Okay, ladies. It’s time to discuss a subject that most of us try to ignore — daily bowel movements and women’s hormone balance. The fact is most of us choose to not pay much attention to the frequency of our bowel movements. When, in fact, a good gauge of how healthy, energetic, and even how happy we feel can depend on having regular bowel movements. We can all agree that it becomes very difficult to be our best when we’re bloated and constipated or running to the bathroom for another bout of diarrhea.

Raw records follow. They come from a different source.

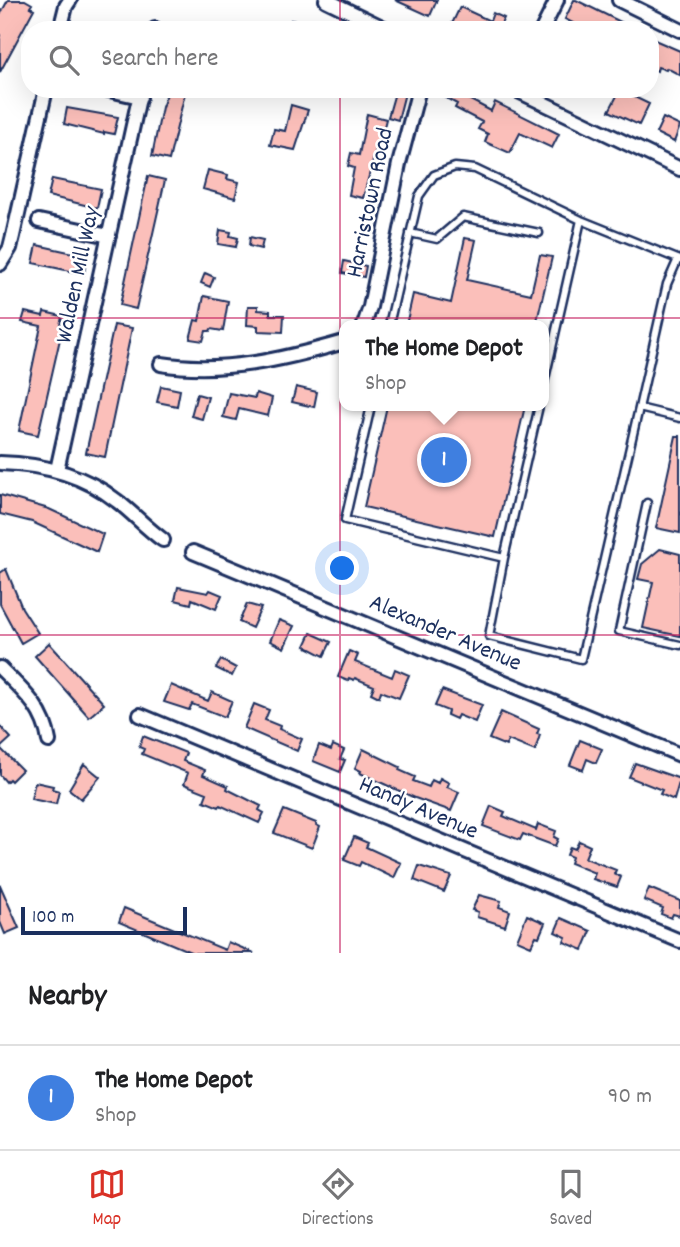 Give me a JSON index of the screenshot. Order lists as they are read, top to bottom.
{
  "streets": {
    "street": [
      "Harristown Road",
      "Walden Mill Way",
      "Alexander Avenue",
      "Handy Avenue"
    ]
  },
  "scale_bar": "100 m",
  "page": {
    "search": "Search here",
    "popup": ["The Home Depot", "Shop"],
    "pins": "1",
    "scale": "100 m",
    "heading": "Nearby",
    "list": [
      {
        "mark": "1",
        "name": "The Home Depot",
        "note": "Shop",
        "value": "90 m"
      }
    ],
    "nav": ["Map", "Directions", "Saved"]
  }
} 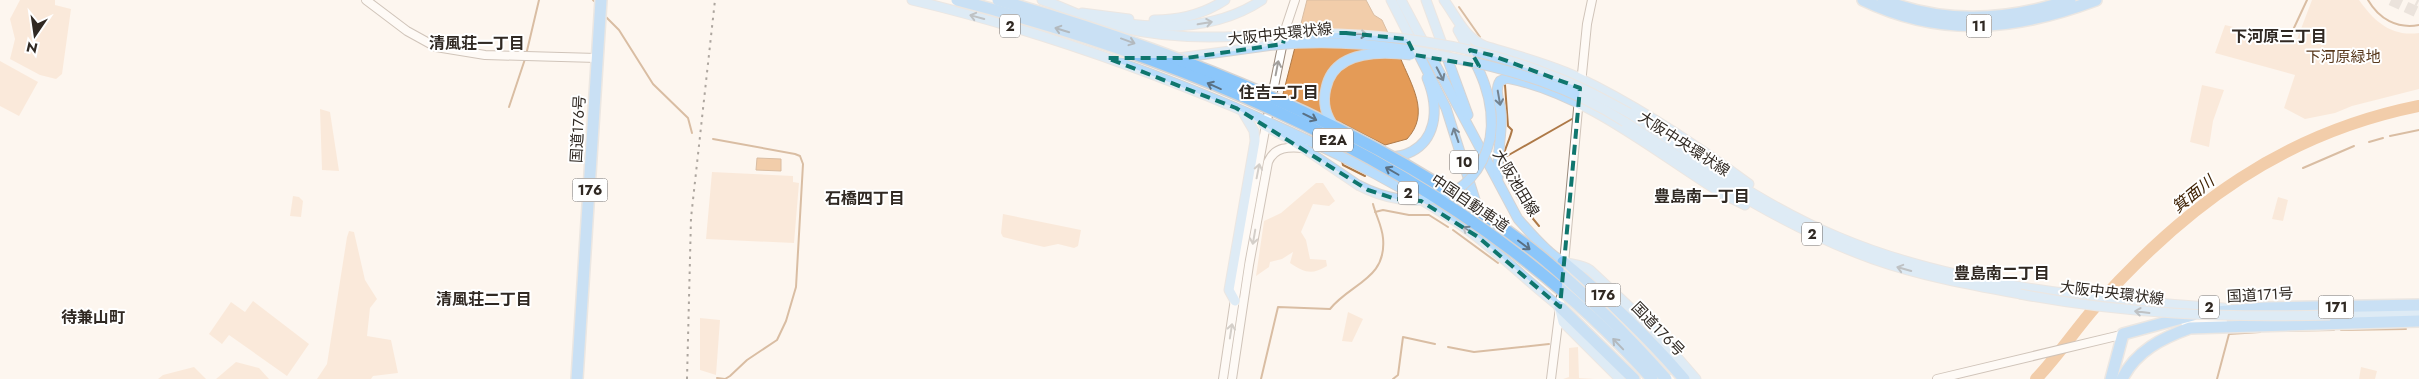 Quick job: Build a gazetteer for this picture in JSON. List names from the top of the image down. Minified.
{"streets":{"highway":["11","国道176号","E2A","176","中国自動車道","国道171号","171"],"main road":["2","大阪中央環状線","10","大阪池田線"]},"crossings":[["2","大阪中央環状線"],["大阪中央環状線","10"],["大阪中央環状線","176"],["大阪中央環状線","国道171号"],["国道176号","大阪池田線"],["10","176"],["10","中国自動車道"]],"districts":["下河原三丁目","清風荘一丁目","住吉二丁目","豊島南一丁目","石橋四丁目","豊島南二丁目","清風荘二丁目","待兼山町"],"water":["箕面川"],"parks":["下河原緑地"],"north":"bottom"} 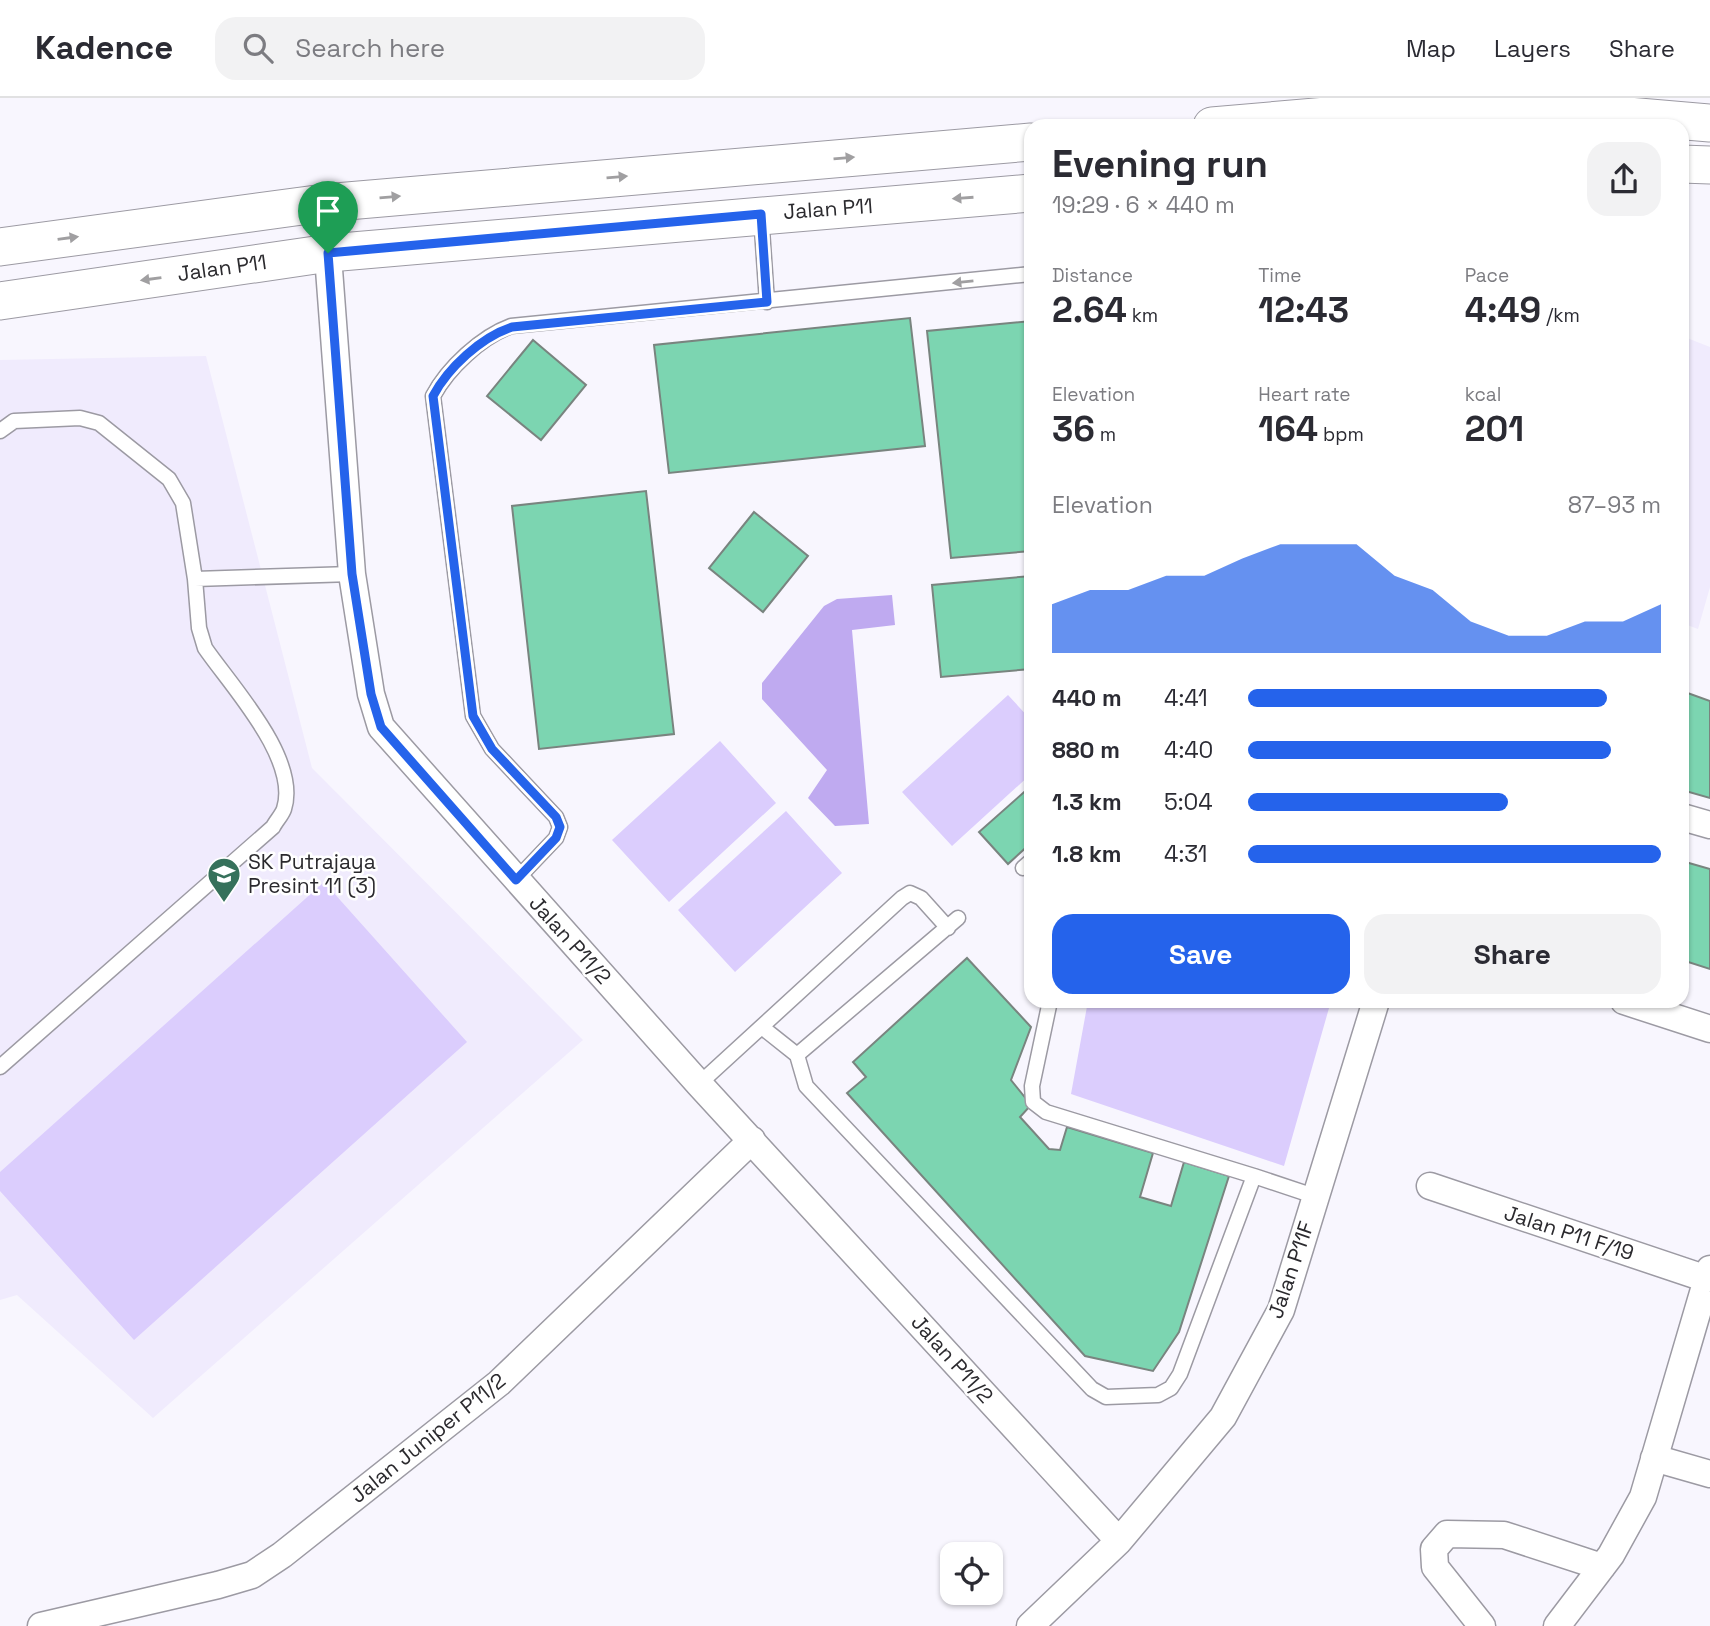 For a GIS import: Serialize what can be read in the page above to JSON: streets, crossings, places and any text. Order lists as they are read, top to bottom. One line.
{"streets":{"main road":["Jalan P11"],"street":["Jalan P11/2","Jalan P11 F/19","Jalan P11F","Jalan Juniper P11/2"]},"crossings":[["Jalan P11","Jalan P11/2"],["Jalan P11/2","Jalan P11F"],["Jalan P11/2","Jalan Juniper P11/2"]],"places":{"school or university":["SK Putrajaya Presint 11 (3)"]},"page":{"header":"Kadence","search":"Search here","nav":["Map","Layers","Share"],"heading":["Evening run","19:29 · 6 × 440 m"],"stats":[["Distance","2.64 km"],["Time","12:43"],["Pace","4:49 /km"],["Elevation","36 m"],["Heart rate","164 bpm"],["kcal","201"]],"chart":["Elevation","87–93 m"],"list":[{"name":"440 m","note":"4:41"},{"name":"880 m","note":"4:40"},{"name":"1.3 km","note":"5:04"},{"name":"1.8 km","note":"4:31"}],"buttons":["Save","Share"]}} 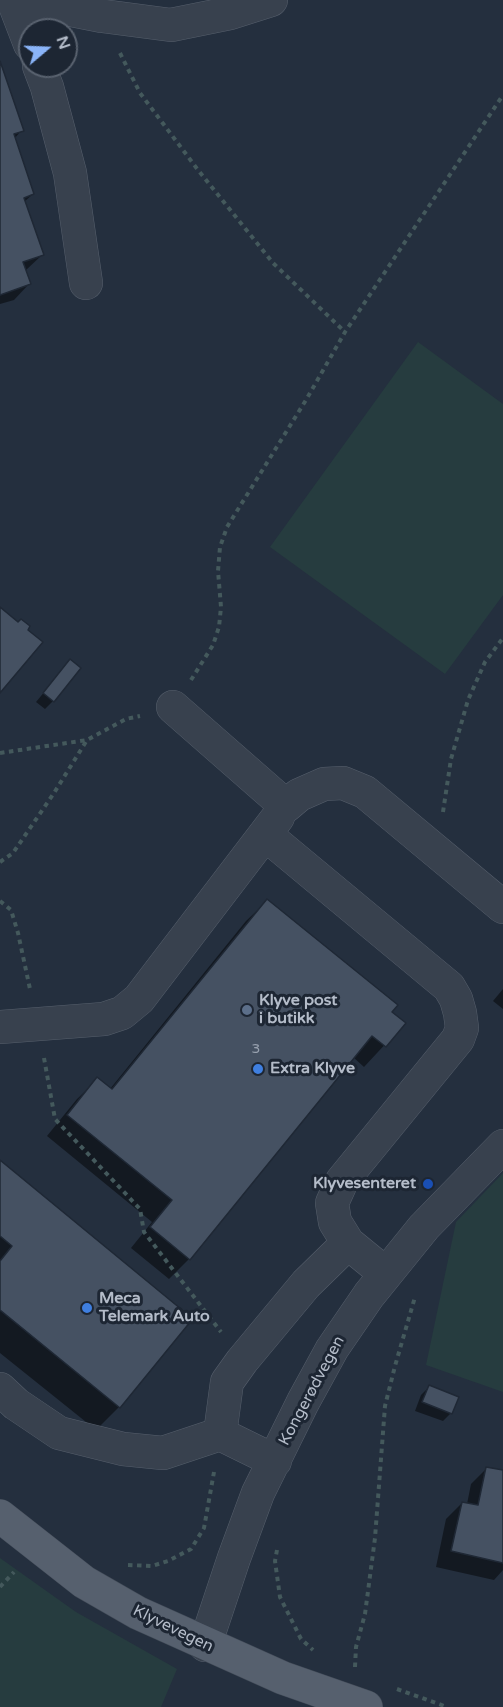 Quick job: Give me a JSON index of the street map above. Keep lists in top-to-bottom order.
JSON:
{
  "streets": {
    "main road": ["Klyvevegen"],
    "street": ["Kongerødvegen"]
  },
  "crossings": [
    ["Kongerødvegen", "Klyvevegen"]
  ],
  "places": [
    "Klyve post i butikk",
    "Extra Klyve",
    "Klyvesenteret",
    "Meca Telemark Auto"
  ],
  "house_numbers": ["3"],
  "north": "right"
} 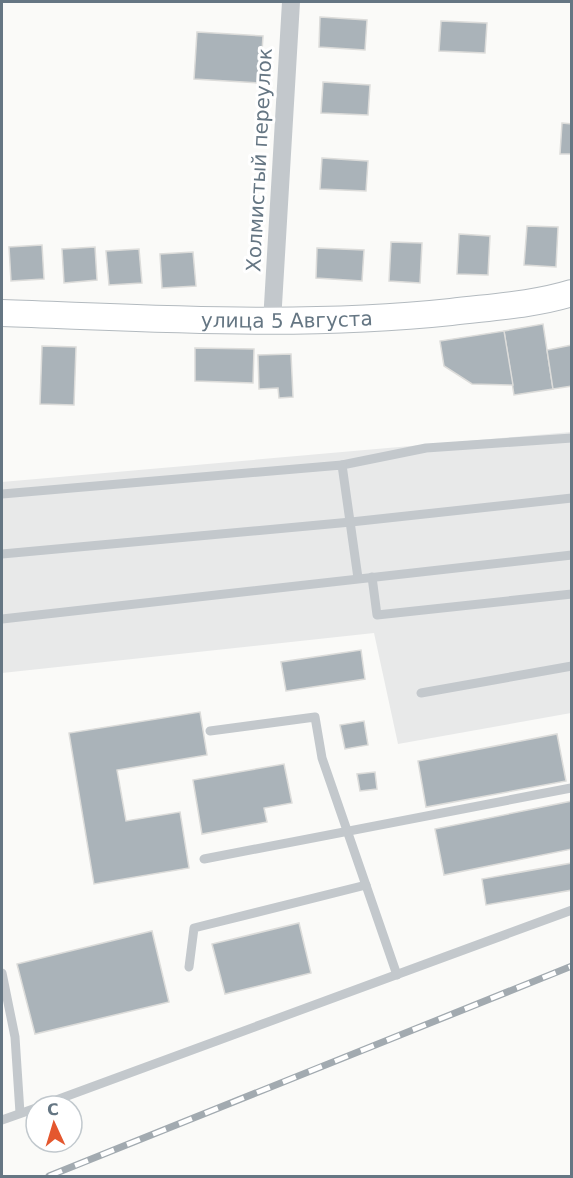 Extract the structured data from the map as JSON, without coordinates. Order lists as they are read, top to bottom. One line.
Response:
{"streets":{"main road":["улица 5 Августа"],"street":["Холмистый переулок"]},"crossings":[["Холмистый переулок","улица 5 Августа"]],"north":"top"} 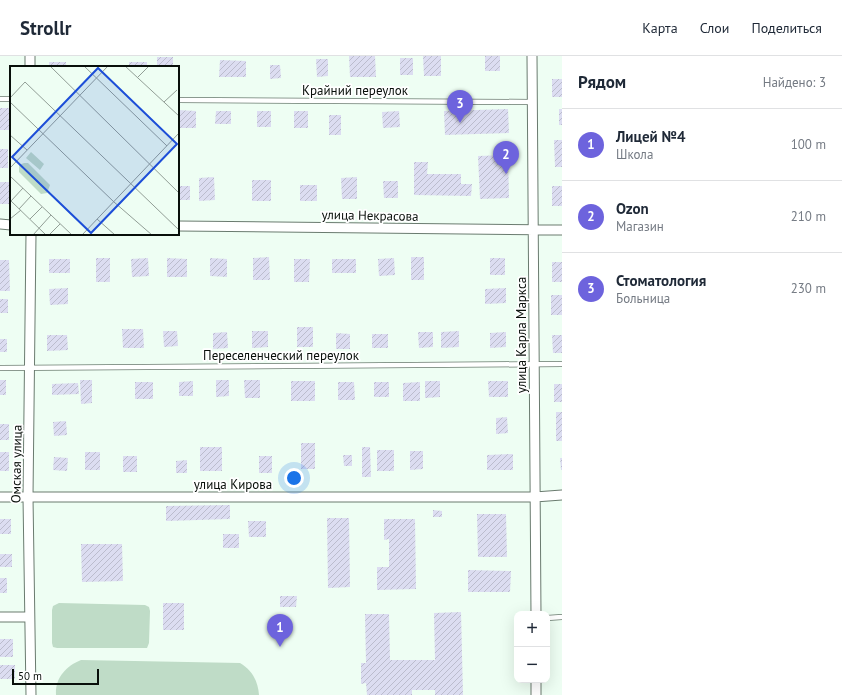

But first, let’s get real…

For most of us, the stresses of everyday life, a less-than-healthy diet, not drinking enough pure water, and ditching the gym have made constipation (experiencing less than one bowel movement per day) our new normal. As women, we should be very concerned about this since frequent constipation can wreak havoc with our hormones — particularly estrogen. This in turn can lead to a multitude of other pesky health concerns such as frequent headaches and acne. Let’s move on to our discussion topic – daily bowel movements and women’s hormone balance.

Constipation can cause wacky hormones

Your liver binds hormones by converting them into their “methylated” forms — converting them from fat-soluble to water-soluble. The bound hormones are then transported into the gut, where they are excreted.

If you are constipated, that excretion is delayed. And if your bowels aren’t moving every day, your estrogen stays around longer than it should and can actually go back into circulation in the body. Long story short, a daily bowel movement is very important to get your bound estrogen out as well as other toxins.

In addition, gut flora imbalance can lead to a higher production of beta-glucuronidase, an enzyme that reactivates bound estrogen and other hormones by disconnecting them from their methyl group. When this happens, estrogen, which is no longer water-soluble, gets reabsorbed into the bloodstream. Constipation can worsen this process because the hormone is then sitting in the stool for a more extended time period and thus has a greater chance of being separated from the methyl group.

bowel movements and women's hormone balance

Hormone-related health issues caused by constipation

Over time, frequent constipation can lead to hormone imbalance since the hormone that’s getting recycled into the body is now more toxic than its original form.

Some of the health issues you may notice from an accumulation of estrogen are acne, headaches, PMS, heavy periods, mood swings, breast tenderness, weight gain, memory issues, infertility, and even hot flashes. When infrequent waste elimination produces hormone imbalance, your body may try to push some of it out through your skin (the skin is considered your largest organ and is an elimination route for toxins) in the form of acne, rashes, etc. At that point, additional health risks can begin to get serious. There’s a potentially increased risk for estrogen-dependent cancers since the normal excretion process isn’t working as it should.

How to promote healthy bowel movements and women’s hormone balance

Keeping your hormones in balance as well as avoiding the health issues mentioned above can be as easy as making a few dietary and lifestyle changes that promote healthy and regular bowel movements. The term “regular” means experiencing at least one to three bowel movements every day. A healthy bowel movement will not contain mucus, blood, or undigested food. Should you experience any of these, it’s time to schedule a visit with a knowledgeable healthcare practitioner.

Below are some suggestions that help to promote healthy bowel movements and happy hormones.

Daily exercise.

Just about all exercise can help increase your metabolism, increasing intestinal motility. The key is to get in some exercise every day. Walking and rebounding are easy to perform.

Always eat while in a parasympathetic state.

When your body is stressed out, anxious, sad, or angry, these emotions trigger your sympathetic nervous system, initiating the fight or flight response. When your body is in this state, it goes into survival mode, and digestion slows way down. However, when we are relaxed, happy, and at ease, the parasympathetic nervous system is active; this is the rest and digest state. Being in the rest and digest state allows the enteric nervous system to function optimally and provides better digestion, absorption, and elimination.

Ladies, that means no walking and eating or running around the office or kitchen between bites – you know what I mean – this is something we tend to be guilty of. Make it a practice to sit down, calm down, and eat slowly.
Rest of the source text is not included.